Supplied entries >>
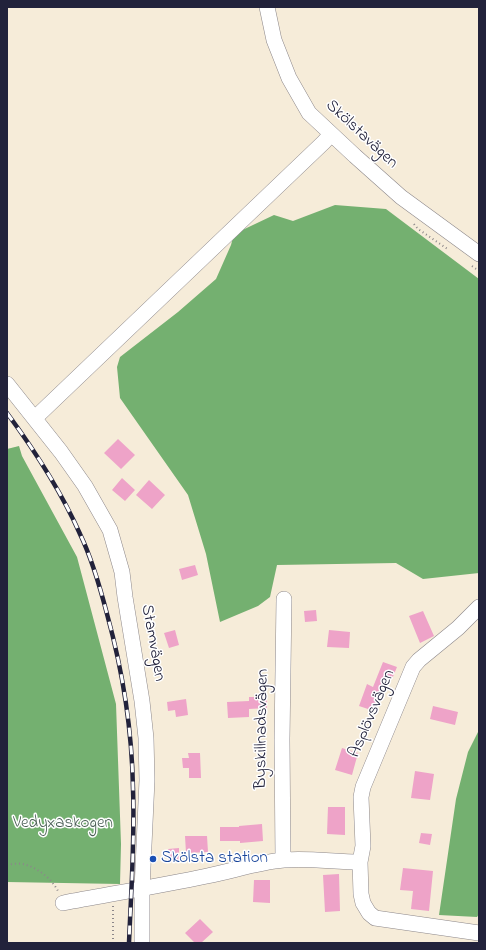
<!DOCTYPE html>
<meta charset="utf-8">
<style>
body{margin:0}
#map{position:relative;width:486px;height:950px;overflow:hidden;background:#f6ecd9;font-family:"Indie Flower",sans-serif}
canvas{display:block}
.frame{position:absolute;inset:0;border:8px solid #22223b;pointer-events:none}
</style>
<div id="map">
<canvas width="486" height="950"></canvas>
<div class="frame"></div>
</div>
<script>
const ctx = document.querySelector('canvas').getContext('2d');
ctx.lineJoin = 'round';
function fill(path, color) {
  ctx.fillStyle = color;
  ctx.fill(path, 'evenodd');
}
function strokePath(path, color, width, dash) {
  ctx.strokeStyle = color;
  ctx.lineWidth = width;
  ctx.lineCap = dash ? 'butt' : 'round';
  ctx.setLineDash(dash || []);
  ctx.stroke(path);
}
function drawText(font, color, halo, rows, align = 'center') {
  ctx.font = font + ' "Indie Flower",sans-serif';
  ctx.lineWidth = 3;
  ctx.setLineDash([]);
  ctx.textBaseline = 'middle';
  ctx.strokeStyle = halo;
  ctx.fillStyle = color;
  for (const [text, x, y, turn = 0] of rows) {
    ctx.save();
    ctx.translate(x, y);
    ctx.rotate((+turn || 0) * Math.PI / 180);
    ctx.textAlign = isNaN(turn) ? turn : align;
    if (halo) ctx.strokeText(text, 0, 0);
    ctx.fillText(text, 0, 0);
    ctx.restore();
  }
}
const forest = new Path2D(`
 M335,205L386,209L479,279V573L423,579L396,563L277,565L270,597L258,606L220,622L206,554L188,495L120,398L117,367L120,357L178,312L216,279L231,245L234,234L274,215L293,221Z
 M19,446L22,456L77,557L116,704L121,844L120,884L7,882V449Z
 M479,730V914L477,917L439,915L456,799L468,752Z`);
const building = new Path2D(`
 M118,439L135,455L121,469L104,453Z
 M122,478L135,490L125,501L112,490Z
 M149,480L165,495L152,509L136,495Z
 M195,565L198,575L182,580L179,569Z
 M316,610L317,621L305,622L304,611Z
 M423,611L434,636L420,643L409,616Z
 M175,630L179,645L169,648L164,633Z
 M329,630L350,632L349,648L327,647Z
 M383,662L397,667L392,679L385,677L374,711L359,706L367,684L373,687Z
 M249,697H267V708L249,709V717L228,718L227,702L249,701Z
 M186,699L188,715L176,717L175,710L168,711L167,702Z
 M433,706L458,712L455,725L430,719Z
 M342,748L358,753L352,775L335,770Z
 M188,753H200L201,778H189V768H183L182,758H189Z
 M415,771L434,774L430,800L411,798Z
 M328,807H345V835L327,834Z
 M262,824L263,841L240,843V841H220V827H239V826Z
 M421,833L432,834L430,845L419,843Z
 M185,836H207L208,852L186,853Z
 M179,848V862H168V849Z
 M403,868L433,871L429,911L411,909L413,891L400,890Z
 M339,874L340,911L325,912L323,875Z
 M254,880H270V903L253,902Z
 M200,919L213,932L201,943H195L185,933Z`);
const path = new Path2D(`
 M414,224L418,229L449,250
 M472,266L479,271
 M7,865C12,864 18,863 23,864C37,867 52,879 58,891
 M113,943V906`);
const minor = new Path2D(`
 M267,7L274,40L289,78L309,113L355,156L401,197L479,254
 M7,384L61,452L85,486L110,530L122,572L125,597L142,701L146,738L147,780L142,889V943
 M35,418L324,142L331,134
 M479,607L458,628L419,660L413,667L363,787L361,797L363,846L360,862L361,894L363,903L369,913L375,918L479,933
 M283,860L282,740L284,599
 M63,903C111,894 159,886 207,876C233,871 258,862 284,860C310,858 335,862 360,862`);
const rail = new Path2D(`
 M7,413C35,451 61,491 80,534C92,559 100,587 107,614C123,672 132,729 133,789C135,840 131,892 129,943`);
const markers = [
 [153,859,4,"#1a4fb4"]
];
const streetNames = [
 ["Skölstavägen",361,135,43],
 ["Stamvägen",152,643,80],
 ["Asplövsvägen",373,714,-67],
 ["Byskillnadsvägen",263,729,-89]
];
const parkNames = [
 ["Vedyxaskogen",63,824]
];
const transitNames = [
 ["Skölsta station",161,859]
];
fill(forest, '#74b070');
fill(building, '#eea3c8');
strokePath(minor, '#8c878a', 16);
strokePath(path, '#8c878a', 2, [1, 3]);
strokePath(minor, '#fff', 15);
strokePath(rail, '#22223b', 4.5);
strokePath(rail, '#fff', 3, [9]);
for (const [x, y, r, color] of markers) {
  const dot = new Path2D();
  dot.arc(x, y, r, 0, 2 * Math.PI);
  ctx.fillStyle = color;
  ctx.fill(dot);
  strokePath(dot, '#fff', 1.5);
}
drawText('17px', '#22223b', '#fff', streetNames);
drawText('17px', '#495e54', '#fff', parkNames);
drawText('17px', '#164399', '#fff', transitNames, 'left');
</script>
---
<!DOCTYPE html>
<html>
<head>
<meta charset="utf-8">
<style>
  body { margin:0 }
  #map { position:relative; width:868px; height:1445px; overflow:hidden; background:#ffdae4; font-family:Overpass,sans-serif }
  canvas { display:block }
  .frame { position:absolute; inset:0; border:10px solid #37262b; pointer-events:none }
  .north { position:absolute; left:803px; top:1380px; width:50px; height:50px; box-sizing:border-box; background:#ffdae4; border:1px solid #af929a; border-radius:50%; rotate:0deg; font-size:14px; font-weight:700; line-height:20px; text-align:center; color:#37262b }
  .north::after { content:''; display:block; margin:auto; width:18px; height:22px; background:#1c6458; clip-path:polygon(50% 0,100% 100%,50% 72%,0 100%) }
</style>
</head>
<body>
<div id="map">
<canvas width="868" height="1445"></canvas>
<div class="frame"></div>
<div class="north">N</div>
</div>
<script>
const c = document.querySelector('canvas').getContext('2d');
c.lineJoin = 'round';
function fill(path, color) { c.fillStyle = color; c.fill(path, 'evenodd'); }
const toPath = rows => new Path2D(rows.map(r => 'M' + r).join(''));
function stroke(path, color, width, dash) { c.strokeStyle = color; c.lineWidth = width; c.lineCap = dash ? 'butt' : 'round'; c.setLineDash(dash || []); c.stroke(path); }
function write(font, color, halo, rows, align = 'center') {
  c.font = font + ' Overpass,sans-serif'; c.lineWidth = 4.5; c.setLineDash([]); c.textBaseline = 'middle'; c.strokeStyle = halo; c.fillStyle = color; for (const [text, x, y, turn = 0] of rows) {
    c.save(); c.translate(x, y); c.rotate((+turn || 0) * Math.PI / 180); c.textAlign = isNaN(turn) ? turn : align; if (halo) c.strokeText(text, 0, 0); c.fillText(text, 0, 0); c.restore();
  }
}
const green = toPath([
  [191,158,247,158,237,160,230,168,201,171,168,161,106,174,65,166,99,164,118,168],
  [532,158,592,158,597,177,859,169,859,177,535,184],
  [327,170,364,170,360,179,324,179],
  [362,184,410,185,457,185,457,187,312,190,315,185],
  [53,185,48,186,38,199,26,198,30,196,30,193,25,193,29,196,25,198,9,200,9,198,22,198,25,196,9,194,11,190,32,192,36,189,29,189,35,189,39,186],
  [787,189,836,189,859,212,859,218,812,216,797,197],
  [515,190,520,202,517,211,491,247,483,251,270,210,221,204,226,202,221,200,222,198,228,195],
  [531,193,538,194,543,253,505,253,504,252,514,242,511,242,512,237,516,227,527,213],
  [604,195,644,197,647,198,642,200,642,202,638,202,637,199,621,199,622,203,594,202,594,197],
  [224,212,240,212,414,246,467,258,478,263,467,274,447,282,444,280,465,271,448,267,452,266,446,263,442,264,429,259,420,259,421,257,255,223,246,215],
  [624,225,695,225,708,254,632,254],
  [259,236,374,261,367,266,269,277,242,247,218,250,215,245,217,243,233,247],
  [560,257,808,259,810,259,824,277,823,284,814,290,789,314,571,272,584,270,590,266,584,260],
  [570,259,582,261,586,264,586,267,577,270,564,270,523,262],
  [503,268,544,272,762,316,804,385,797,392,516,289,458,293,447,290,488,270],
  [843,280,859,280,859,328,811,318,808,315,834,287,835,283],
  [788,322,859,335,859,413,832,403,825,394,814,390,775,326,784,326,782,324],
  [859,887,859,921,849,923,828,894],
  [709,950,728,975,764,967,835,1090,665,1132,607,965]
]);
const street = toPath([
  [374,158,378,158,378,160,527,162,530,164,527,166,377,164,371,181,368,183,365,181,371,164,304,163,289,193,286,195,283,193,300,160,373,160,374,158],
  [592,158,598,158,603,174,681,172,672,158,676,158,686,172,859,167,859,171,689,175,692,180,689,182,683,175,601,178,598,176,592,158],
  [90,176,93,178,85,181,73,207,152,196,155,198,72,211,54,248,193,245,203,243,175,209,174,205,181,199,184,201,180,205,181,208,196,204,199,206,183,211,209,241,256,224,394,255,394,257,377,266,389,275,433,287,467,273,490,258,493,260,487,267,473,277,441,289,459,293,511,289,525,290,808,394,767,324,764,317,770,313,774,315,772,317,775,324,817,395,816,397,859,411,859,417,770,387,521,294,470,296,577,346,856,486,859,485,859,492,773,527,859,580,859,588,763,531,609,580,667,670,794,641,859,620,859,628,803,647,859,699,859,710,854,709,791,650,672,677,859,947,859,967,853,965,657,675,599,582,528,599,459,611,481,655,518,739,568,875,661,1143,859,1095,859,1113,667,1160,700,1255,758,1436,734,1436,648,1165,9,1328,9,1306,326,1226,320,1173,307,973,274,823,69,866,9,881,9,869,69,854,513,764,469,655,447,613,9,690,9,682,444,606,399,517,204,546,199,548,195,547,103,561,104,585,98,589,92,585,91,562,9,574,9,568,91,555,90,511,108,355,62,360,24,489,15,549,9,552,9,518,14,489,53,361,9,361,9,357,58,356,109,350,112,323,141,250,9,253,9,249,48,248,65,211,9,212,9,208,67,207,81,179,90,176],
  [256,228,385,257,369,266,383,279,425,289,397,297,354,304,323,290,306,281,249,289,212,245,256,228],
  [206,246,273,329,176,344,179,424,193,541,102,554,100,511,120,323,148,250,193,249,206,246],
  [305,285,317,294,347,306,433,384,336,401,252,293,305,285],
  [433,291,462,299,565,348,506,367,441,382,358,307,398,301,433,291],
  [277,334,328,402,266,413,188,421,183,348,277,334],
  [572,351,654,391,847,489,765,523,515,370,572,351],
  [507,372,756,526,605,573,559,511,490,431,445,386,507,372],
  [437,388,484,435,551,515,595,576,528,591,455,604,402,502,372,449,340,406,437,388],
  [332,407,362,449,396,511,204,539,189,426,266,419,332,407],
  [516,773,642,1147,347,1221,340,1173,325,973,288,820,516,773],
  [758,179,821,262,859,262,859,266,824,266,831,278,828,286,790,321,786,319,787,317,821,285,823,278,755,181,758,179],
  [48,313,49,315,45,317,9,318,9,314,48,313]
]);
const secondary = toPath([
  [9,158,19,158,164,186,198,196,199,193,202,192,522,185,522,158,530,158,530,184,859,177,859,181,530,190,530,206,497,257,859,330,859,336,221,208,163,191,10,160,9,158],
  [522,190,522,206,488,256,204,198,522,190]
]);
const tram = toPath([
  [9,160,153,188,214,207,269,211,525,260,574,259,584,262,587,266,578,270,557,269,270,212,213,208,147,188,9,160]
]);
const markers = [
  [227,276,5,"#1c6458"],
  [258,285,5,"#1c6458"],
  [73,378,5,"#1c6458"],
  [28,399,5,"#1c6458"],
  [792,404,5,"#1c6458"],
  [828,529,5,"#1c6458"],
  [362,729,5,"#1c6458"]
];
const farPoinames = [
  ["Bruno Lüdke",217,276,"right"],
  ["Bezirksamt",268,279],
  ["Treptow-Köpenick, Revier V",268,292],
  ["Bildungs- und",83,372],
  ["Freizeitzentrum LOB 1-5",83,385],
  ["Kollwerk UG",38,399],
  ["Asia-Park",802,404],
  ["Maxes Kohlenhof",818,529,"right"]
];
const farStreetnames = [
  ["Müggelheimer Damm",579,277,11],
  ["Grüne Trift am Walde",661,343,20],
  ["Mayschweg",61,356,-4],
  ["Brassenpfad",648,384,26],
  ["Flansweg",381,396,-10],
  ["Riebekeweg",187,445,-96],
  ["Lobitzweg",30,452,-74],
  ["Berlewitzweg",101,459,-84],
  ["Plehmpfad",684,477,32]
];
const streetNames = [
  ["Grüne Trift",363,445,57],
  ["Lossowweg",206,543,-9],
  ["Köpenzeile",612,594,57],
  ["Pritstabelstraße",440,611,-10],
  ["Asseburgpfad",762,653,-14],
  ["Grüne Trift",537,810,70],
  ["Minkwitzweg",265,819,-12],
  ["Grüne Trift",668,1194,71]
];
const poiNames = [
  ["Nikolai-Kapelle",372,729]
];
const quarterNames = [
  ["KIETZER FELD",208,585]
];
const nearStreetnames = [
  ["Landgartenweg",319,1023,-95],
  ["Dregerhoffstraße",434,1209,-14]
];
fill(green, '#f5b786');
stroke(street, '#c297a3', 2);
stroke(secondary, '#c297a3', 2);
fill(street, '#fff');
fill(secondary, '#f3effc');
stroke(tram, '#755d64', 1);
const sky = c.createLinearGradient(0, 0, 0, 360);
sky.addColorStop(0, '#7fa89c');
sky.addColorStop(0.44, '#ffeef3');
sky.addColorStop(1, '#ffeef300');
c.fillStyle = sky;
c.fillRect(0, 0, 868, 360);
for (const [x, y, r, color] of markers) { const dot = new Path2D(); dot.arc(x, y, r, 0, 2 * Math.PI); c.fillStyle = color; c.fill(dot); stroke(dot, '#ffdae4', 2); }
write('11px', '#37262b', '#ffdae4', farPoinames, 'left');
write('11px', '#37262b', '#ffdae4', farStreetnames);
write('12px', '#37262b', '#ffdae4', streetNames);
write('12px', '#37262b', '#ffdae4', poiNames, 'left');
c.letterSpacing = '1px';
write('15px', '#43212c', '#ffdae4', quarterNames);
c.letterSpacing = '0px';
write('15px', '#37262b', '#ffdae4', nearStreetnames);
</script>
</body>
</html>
==
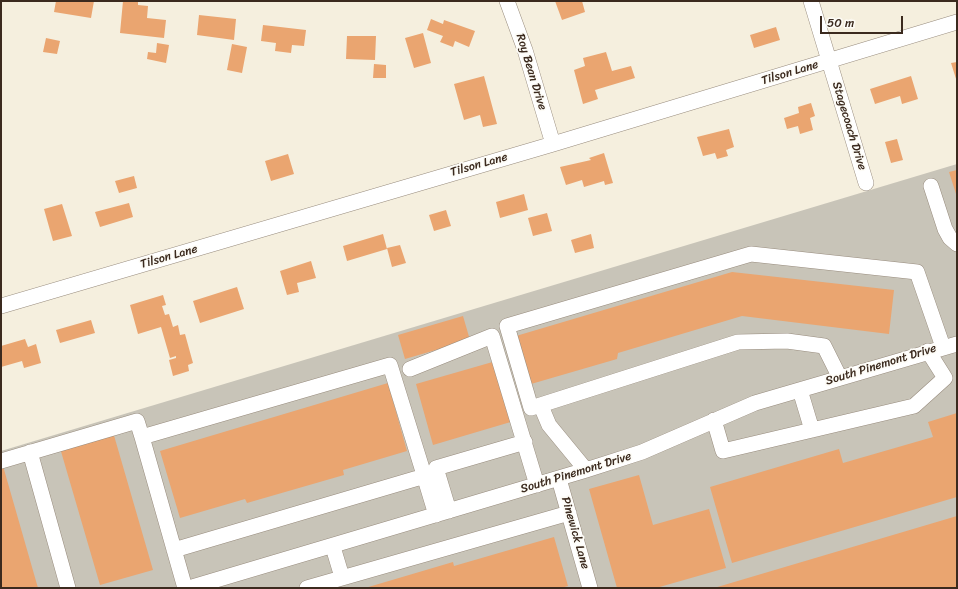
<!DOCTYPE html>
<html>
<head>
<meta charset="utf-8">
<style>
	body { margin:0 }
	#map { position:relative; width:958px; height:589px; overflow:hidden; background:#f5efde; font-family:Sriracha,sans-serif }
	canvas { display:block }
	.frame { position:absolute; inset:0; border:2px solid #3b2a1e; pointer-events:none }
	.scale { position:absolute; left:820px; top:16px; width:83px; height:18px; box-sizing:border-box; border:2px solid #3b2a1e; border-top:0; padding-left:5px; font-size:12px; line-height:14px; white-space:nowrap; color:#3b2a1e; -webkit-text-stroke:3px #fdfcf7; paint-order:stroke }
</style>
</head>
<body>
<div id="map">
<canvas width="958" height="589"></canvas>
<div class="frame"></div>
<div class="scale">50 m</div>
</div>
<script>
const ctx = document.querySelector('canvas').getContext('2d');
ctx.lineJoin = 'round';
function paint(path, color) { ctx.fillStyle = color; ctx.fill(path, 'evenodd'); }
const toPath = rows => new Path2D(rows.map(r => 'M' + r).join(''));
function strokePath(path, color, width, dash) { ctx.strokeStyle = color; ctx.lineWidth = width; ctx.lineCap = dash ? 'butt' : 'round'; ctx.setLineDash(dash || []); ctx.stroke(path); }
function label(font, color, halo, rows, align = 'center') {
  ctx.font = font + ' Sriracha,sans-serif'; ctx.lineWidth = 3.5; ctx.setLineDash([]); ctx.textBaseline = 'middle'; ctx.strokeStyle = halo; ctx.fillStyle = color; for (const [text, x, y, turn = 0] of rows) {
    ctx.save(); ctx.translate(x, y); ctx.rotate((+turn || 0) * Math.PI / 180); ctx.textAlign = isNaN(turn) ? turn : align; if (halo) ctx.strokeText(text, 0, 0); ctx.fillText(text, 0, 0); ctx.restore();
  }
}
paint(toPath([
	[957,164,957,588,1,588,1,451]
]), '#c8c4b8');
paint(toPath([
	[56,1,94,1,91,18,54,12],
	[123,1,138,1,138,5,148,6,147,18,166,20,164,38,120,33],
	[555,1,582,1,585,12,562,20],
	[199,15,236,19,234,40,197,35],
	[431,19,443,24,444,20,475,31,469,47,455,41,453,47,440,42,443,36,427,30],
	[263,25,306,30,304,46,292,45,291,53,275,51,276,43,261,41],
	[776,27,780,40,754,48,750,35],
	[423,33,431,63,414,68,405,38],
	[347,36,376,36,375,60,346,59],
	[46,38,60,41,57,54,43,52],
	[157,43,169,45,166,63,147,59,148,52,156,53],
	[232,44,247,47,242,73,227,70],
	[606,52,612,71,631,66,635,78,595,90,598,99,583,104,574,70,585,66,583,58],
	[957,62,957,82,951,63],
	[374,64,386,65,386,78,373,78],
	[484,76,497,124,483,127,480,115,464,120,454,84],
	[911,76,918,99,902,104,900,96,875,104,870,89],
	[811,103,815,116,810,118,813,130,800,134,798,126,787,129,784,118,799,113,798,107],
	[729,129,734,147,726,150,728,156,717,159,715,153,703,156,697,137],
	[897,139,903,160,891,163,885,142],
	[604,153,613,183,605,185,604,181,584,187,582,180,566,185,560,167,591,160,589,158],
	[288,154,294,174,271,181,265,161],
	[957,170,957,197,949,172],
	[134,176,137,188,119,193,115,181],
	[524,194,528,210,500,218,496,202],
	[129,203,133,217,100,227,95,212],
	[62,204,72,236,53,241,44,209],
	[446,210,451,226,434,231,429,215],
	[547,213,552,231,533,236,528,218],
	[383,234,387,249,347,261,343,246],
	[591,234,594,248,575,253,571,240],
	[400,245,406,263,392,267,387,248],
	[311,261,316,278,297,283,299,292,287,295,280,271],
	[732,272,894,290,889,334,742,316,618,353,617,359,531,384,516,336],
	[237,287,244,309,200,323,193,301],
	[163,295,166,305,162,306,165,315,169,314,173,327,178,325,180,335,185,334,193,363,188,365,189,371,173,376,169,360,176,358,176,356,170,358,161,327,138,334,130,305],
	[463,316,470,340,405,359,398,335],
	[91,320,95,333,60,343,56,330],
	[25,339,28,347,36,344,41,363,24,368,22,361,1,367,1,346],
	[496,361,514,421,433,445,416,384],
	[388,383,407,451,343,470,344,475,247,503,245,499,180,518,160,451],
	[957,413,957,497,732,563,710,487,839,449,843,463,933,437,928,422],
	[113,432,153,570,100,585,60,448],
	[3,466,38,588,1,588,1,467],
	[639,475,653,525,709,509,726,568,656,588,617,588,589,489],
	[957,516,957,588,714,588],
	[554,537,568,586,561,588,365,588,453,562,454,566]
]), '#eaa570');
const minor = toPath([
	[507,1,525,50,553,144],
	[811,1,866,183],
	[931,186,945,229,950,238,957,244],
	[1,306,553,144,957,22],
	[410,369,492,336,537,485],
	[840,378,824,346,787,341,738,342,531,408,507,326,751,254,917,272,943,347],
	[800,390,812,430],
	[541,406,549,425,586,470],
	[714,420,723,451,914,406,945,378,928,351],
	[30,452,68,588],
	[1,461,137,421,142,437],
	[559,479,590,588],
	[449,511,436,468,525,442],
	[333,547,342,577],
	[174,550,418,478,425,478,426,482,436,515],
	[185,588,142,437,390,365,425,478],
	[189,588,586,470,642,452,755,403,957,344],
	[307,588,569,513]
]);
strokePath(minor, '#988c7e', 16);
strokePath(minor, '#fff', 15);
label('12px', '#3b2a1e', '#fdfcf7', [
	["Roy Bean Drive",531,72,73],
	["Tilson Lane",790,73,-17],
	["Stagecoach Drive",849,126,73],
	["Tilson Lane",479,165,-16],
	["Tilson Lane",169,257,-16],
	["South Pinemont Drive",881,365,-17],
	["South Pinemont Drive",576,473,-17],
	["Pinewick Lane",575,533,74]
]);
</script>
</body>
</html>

Brief >> Would you please repeat exactly the lines above, starting at the line with "c.fillRect(0, 0, 868, 360);" and stopping at the line with "write('15px', '#43212c', '#ffdae4', quarterNames);", both included?

Response to the task >>
c.fillRect(0, 0, 868, 360);
for (const [x, y, r, color] of markers) { const dot = new Path2D(); dot.arc(x, y, r, 0, 2 * Math.PI); c.fillStyle = color; c.fill(dot); stroke(dot, '#ffdae4', 2); }
write('11px', '#37262b', '#ffdae4', farPoinames, 'left');
write('11px', '#37262b', '#ffdae4', farStreetnames);
write('12px', '#37262b', '#ffdae4', streetNames);
write('12px', '#37262b', '#ffdae4', poiNames, 'left');
c.letterSpacing = '1px';
write('15px', '#43212c', '#ffdae4', quarterNames);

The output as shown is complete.